Population (2022 official census)
- • Town: 4,184
- • Urban: 2,878
- • Rural: 1,306
- Time zone: UTC+5

= Mollanepes, Wekilbazar =

Town in Wekilbazar District, Mary Province, Turkmenistan

Mollanepes, previously known as imeni Poltoratskogo (in Russian: имени Полторацского), is a town and capital of Wekilbazar District, Mary Province, Turkmenistan. It is located approximately 5 km east of the city of Mary, on the other side of the Garagum Canal. In 2022, it had a population of 2,878 people.

==Etymology==
From 1975 until 1993, the town was named imeni Poltoratskogo, i.e. "named after Poltoratskiy," in reference to Pavel Poltoratskiy, Soviet revolutionary.

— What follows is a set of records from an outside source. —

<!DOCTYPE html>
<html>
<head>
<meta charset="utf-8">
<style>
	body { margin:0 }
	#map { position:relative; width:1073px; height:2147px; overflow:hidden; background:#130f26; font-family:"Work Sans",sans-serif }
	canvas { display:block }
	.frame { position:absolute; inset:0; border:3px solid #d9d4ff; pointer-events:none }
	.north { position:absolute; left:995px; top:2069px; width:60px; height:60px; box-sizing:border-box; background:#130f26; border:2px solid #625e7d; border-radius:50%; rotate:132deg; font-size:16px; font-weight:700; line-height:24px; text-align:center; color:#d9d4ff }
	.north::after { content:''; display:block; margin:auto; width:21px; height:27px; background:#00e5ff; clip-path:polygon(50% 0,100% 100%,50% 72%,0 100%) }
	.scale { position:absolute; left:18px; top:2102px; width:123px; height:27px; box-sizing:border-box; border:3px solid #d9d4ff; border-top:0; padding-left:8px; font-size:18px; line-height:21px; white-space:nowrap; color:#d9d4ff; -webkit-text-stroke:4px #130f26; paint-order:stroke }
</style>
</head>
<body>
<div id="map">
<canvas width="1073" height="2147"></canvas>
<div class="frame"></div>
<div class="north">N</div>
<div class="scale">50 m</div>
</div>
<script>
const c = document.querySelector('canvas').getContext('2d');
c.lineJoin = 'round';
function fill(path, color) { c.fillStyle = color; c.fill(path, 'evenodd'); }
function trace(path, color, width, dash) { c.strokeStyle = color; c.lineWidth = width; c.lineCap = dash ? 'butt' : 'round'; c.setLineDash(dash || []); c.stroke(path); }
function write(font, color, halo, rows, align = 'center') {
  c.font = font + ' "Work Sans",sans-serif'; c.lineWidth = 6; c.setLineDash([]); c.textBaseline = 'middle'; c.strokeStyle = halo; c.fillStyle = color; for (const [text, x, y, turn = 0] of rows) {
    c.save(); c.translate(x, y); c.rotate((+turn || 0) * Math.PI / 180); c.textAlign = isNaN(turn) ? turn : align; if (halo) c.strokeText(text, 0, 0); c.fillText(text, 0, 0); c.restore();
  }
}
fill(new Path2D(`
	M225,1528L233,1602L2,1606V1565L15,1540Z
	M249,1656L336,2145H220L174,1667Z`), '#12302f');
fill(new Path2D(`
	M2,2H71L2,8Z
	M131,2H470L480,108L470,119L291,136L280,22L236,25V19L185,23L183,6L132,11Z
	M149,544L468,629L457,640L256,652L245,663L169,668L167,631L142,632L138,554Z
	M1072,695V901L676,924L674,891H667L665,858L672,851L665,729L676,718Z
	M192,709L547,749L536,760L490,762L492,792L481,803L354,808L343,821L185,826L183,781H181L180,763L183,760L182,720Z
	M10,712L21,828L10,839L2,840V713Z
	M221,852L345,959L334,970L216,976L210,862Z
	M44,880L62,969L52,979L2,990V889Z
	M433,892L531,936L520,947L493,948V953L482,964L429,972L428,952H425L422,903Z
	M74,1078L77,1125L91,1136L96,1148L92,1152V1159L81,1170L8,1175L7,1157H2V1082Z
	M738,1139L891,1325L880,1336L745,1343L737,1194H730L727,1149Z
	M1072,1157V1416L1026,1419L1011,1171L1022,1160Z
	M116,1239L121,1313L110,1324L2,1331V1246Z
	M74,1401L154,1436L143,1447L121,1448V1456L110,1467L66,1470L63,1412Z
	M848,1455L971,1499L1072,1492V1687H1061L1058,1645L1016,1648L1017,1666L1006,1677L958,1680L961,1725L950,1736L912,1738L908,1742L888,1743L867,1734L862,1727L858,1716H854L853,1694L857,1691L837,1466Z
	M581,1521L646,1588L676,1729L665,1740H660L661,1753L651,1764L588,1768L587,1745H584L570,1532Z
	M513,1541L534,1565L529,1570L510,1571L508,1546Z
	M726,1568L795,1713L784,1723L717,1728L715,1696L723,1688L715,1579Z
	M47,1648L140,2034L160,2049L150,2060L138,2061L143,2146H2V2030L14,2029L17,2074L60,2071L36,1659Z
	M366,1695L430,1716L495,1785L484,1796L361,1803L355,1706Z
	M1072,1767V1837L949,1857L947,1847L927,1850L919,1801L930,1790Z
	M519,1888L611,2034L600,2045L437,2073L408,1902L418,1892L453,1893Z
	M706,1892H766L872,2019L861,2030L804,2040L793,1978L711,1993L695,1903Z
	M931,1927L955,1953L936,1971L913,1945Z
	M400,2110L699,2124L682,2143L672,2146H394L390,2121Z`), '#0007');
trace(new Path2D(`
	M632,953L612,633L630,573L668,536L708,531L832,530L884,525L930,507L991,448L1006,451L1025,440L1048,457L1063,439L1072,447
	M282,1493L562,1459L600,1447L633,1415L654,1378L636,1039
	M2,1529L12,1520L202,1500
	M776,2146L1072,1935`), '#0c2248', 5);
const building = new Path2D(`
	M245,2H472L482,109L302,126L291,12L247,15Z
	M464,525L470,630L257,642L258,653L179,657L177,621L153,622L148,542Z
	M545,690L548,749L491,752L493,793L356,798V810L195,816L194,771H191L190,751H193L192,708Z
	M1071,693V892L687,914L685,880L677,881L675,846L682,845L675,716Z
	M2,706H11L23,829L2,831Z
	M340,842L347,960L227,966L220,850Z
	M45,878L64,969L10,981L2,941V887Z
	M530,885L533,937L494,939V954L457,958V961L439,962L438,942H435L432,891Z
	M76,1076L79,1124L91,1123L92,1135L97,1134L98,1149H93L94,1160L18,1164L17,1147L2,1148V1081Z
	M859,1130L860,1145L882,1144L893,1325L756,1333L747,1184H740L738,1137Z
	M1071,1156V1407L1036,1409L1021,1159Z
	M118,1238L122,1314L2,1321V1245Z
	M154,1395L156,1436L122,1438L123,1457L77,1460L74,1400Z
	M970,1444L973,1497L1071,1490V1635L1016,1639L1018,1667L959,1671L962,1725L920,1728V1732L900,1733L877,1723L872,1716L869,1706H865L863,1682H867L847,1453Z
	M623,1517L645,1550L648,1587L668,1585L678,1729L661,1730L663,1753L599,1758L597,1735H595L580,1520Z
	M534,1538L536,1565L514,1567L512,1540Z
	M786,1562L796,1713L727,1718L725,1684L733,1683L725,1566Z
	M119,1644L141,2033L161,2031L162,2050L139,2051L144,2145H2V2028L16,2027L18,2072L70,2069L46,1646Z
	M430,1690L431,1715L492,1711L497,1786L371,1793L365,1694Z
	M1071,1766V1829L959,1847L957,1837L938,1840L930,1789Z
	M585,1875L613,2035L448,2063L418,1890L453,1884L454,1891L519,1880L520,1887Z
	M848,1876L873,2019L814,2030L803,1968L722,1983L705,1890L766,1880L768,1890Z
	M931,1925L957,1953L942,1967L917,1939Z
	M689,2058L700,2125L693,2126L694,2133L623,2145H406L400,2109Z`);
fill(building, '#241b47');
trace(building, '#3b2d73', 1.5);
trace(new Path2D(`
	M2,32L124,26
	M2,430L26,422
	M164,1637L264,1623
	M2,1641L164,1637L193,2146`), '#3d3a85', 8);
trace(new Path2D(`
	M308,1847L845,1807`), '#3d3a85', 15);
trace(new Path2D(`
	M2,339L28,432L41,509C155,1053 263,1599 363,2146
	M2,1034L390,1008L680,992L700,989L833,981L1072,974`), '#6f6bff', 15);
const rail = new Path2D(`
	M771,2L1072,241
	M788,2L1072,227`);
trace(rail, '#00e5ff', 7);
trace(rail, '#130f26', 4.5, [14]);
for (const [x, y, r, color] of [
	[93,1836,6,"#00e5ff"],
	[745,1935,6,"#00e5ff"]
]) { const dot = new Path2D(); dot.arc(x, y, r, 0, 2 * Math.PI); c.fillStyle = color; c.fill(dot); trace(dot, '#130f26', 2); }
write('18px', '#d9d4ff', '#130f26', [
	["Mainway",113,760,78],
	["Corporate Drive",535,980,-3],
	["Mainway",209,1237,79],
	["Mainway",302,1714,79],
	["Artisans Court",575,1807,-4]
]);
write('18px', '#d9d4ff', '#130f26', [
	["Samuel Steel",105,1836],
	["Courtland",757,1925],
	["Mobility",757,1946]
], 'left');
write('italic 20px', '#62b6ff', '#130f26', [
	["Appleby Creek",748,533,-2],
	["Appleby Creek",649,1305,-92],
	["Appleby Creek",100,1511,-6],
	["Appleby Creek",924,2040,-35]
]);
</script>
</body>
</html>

The town is now known as Mollanepes adyndaky şäherçe, i.e. "Town named after Mollanepes." It was renamed by decree in 1993, in honor of 19th-century Turkmen writer, Mollanepes.

==Transportation==
Mollanepes is served by the M37 highway, a rail station on the Trans-Caspian Railway, the Garagum Canal, and the Mary International Airport.

== Dependencies ==
Mollanepes has one dependent rural village: Üçdepe, circa 40 km north, which was set on 15 August 2009.